Eat all you want without becoming overweight? It sounds too good to be true, but it’s reality for certain special mice in the lab of Shiuan Chen, Ph.D.
Chen, director and professor in City of Hope’s Department of Surgical Research, and colleagues recently reported in the Journal of Biological Chemistry that mice engineered to lack a specific gene remain thin compared to regular mice, even when fed a super-sized menu.
“This effect is much more obvious when mice are fed a high-fat diet,” said Chen. “Regular mice tend to get chubby on this diet, but the mutants stay skinny.”
The findings impact research on obesity, which is linked to heart disease, stroke, diabetes and cancer. United States Surgeon General Richard Carmona calls obesity the greatest threat to public health today.
Chen’s group is best known for identifying compounds that inhibit a natural substance called aromatase, which helps the body make estrogen. Blocking aromatase activity is an effective way to fight estrogen-dependent breast cancer. The discovery of the lean mouse was a direct offshoot of these studies.
The researchers are studying a gene that encodes a protein called PNRC2.
“This project started because we were interested in whether PNRC2 regulated aromatase in breast cancer,” said Chen. Instead, the researchers found mice without the gene had fewer fat cells. That effect was most pronounced in male mice.

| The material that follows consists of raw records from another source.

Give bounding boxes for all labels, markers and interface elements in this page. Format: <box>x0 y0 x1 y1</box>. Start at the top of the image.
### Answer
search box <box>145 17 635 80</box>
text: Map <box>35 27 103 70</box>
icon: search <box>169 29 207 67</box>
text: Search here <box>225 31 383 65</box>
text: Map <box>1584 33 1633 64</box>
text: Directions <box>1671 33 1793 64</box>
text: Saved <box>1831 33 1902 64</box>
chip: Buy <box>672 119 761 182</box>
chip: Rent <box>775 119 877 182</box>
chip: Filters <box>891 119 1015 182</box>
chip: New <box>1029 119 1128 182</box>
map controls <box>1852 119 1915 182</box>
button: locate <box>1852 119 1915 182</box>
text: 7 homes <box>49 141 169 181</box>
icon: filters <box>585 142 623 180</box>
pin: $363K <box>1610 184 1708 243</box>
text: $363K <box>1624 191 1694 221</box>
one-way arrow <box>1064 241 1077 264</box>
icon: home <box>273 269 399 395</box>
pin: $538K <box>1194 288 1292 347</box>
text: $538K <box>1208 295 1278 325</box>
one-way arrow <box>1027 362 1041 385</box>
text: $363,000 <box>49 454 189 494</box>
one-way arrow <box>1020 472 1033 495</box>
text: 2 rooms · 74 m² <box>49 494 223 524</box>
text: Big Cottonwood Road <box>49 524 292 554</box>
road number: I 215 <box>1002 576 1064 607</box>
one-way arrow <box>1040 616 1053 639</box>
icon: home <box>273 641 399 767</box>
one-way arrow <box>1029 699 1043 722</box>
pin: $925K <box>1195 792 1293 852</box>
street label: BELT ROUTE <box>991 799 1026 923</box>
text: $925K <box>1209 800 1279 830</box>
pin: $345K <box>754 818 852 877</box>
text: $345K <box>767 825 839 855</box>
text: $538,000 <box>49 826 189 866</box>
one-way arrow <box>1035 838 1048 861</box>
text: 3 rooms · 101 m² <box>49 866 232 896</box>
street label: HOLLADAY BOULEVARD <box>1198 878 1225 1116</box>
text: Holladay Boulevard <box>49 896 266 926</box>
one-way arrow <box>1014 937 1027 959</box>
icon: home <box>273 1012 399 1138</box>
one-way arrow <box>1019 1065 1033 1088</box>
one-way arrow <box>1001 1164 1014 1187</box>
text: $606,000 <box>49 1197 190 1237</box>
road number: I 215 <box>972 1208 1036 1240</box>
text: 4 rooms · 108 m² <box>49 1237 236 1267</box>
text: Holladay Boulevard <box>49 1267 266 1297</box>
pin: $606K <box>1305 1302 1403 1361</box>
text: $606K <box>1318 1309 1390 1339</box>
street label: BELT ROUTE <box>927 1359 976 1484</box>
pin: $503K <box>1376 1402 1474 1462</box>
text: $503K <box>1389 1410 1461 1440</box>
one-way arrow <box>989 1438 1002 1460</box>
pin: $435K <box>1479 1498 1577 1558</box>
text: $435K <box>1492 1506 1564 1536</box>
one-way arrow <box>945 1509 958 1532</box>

And the mice aren’t skinny simply because they don’t eat. Associate research scientist Dujin Zhou, M.D., Ph.D., lead author of the study, actually thinks they may eat a little more than normal mice. They just don’t gain weight.
Tests showed that the special mice consume more oxygen and generate more heat than normal mice. Both can indicate a revved-up metabolism, which means that the mice expend a lot more energy than their normal, chunkier cousins. They burn off more calories from food.
Certain key proteins in the body need PNRC2 to help do their work. Zhou believes that PNRC2 may be especially critical for proteins that are key to metabolizing fats and using energy.
Metabolic disease is a new direction for Chen’s lab. “We now need to understand why these mice are thin at the molecular level,” said Chen, noting that they’re looking for drugs that block PNRC2 activity. “We are interested in whether we can manipulate PNRC2 activity and apply it to obesity in humans.”
The lean mice are about a year and a half old and still healthy, Zhou said. Research has linked calorie restriction to longer life spans in organisms from worms to mice, so the investigators will watch how long these mice — who appear calorie-restricted even though they’re not — will live. Lab mice typically live for about two years.